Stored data
-- -- --
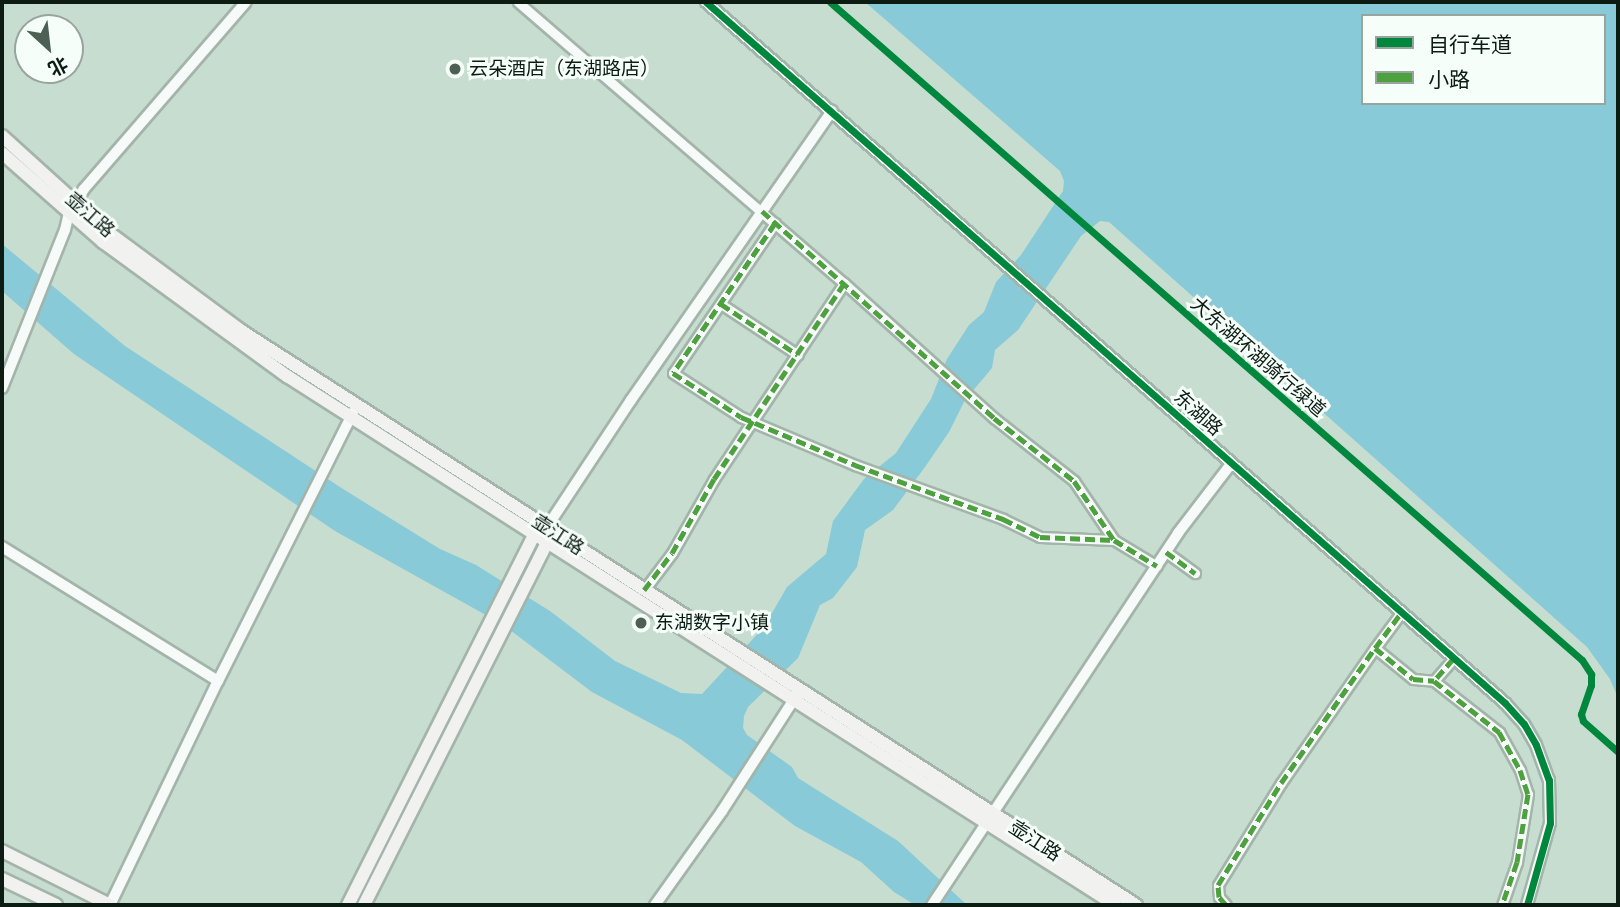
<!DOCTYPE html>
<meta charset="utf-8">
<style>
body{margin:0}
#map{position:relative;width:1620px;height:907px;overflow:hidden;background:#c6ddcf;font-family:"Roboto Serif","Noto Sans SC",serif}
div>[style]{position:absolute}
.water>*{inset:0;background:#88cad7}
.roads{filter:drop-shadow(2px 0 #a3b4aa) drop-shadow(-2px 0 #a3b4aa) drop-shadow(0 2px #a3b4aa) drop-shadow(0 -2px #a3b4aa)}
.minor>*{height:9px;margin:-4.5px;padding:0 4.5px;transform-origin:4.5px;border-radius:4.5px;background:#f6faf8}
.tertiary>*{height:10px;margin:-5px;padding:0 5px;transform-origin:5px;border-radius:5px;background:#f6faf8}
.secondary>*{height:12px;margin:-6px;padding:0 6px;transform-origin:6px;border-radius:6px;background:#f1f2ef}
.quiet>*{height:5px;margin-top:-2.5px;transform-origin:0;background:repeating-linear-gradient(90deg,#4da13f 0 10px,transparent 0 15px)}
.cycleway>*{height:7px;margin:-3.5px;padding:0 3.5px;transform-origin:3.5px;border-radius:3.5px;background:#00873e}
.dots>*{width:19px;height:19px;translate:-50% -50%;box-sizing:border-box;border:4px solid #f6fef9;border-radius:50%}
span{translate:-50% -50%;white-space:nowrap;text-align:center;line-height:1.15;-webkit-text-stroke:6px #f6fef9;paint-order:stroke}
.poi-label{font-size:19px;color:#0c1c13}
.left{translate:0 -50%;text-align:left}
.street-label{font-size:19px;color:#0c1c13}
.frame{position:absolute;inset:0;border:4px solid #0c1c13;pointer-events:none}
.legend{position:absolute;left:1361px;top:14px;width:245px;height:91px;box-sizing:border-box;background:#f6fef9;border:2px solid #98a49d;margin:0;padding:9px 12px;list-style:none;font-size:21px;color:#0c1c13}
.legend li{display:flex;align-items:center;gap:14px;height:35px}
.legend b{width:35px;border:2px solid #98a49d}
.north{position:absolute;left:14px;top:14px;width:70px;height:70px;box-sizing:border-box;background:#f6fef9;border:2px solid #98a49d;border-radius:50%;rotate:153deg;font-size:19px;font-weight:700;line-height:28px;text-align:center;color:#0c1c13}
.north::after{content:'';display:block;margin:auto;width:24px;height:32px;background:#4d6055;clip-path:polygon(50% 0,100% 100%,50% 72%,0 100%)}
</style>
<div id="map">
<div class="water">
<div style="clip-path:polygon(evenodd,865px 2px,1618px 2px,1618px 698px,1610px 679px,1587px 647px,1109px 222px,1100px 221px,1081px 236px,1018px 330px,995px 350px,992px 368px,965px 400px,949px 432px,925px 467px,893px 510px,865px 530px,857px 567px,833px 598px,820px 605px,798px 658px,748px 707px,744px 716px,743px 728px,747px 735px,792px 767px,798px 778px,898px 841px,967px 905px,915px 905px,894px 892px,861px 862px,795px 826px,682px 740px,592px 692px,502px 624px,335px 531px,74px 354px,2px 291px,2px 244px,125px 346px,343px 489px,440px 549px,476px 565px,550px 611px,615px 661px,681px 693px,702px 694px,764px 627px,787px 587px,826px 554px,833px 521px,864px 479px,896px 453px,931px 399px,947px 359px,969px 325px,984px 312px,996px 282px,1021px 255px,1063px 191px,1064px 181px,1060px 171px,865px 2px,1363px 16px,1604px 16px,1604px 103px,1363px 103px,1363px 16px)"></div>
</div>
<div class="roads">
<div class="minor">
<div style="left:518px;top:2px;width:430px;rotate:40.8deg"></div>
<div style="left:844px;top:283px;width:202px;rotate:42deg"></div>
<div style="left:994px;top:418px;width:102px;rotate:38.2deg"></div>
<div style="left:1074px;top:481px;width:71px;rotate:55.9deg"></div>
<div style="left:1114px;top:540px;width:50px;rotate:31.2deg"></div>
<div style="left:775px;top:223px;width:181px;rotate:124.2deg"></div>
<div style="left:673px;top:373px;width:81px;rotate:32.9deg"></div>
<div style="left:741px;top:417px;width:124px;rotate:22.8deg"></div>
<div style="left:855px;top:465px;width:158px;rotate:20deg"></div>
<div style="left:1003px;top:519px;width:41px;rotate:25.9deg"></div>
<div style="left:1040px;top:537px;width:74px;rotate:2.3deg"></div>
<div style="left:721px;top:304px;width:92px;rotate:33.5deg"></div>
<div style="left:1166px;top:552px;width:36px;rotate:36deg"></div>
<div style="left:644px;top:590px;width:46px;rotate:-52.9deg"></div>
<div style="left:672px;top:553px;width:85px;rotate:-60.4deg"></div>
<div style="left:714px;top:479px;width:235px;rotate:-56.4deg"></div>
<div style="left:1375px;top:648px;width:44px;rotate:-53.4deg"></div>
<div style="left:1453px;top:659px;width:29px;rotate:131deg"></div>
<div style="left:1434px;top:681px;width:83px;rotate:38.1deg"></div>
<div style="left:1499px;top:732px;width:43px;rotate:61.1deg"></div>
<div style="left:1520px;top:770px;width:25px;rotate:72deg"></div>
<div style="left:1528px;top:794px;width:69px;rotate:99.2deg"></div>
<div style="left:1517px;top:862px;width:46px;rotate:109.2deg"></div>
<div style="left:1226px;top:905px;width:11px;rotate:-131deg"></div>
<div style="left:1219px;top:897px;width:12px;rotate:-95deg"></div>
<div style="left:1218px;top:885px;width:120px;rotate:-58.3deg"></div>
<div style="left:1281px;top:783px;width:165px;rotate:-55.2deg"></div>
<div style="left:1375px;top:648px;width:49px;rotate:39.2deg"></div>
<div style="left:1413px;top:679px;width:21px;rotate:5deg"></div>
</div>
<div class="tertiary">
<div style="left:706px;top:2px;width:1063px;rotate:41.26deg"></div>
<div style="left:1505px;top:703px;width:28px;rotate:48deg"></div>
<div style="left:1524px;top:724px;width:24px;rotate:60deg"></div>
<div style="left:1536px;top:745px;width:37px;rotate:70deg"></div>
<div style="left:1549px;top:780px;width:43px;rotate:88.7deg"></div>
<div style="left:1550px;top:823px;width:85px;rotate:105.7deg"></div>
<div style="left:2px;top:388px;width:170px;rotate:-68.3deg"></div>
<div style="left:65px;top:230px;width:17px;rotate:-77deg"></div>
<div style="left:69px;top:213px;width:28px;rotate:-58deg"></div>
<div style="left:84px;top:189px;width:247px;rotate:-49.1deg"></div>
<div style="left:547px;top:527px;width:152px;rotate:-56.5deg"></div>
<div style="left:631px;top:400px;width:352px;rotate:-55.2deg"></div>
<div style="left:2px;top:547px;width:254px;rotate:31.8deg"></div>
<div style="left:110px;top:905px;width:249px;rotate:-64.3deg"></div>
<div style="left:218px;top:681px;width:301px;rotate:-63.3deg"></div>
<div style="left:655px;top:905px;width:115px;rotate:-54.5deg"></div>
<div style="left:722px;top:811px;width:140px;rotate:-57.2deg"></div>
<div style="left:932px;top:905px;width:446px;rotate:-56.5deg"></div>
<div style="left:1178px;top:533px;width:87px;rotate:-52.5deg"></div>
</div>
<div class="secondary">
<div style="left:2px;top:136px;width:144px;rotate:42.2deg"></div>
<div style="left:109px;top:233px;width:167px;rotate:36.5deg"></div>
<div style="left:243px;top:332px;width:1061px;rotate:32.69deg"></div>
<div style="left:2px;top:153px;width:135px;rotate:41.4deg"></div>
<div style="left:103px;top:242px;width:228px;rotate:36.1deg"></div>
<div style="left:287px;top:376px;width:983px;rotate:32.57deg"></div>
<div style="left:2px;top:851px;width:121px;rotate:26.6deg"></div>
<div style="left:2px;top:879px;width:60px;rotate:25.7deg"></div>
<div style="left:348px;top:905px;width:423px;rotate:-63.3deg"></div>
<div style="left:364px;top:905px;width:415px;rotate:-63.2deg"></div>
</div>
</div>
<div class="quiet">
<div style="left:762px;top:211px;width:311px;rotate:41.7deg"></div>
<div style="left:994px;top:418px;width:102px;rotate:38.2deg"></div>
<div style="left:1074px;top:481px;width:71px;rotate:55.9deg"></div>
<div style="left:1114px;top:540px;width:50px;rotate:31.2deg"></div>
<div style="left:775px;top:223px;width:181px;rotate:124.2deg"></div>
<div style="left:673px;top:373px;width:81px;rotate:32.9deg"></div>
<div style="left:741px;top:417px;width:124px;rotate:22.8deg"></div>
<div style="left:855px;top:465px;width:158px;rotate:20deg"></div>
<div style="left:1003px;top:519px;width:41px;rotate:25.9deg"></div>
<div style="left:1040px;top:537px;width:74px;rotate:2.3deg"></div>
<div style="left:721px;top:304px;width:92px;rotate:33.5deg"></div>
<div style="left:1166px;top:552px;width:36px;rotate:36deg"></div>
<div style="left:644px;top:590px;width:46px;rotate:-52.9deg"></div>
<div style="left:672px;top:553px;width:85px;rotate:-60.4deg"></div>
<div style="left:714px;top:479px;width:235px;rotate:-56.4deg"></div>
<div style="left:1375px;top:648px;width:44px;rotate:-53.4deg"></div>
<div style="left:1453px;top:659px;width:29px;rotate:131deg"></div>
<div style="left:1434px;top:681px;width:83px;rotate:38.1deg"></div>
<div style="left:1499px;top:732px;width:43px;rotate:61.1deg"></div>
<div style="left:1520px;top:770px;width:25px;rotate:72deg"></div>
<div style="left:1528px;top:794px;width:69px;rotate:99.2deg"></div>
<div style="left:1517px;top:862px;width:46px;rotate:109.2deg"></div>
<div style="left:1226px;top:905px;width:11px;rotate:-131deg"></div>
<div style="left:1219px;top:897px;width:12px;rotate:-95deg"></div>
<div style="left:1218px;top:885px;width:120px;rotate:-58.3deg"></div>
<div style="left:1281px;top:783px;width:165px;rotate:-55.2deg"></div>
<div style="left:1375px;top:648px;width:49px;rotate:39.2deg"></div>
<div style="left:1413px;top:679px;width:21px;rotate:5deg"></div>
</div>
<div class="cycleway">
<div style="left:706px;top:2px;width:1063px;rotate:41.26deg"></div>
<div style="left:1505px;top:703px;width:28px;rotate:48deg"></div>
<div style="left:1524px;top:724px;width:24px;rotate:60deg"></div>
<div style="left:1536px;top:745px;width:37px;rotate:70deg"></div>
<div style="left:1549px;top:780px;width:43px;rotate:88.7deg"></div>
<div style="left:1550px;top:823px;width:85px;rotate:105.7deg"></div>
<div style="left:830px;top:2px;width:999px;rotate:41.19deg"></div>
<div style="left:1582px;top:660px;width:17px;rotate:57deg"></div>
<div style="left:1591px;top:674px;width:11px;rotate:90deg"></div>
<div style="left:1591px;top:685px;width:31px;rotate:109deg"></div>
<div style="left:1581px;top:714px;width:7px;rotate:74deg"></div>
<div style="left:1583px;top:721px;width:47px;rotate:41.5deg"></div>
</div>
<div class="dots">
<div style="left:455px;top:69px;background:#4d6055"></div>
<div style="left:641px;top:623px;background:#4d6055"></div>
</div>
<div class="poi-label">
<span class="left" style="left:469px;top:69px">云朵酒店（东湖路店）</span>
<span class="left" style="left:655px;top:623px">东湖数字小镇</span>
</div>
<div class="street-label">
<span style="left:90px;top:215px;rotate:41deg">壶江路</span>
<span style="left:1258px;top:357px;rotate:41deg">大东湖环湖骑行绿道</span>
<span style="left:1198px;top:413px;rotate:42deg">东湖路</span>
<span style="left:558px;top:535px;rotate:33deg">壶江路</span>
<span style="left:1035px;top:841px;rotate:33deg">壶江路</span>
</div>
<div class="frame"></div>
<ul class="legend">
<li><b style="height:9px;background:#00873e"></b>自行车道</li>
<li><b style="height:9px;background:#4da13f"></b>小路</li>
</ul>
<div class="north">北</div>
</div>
-- -- --
About this task —
Your answer should be all lines from the data that contain "roads".

Answer box —
.roads{filter:drop-shadow(2px 0 #a3b4aa) drop-shadow(-2px 0 #a3b4aa) drop-shadow(0 2px #a3b4aa) drop-shadow(0 -2px #a3b4aa)}
<div class="roads">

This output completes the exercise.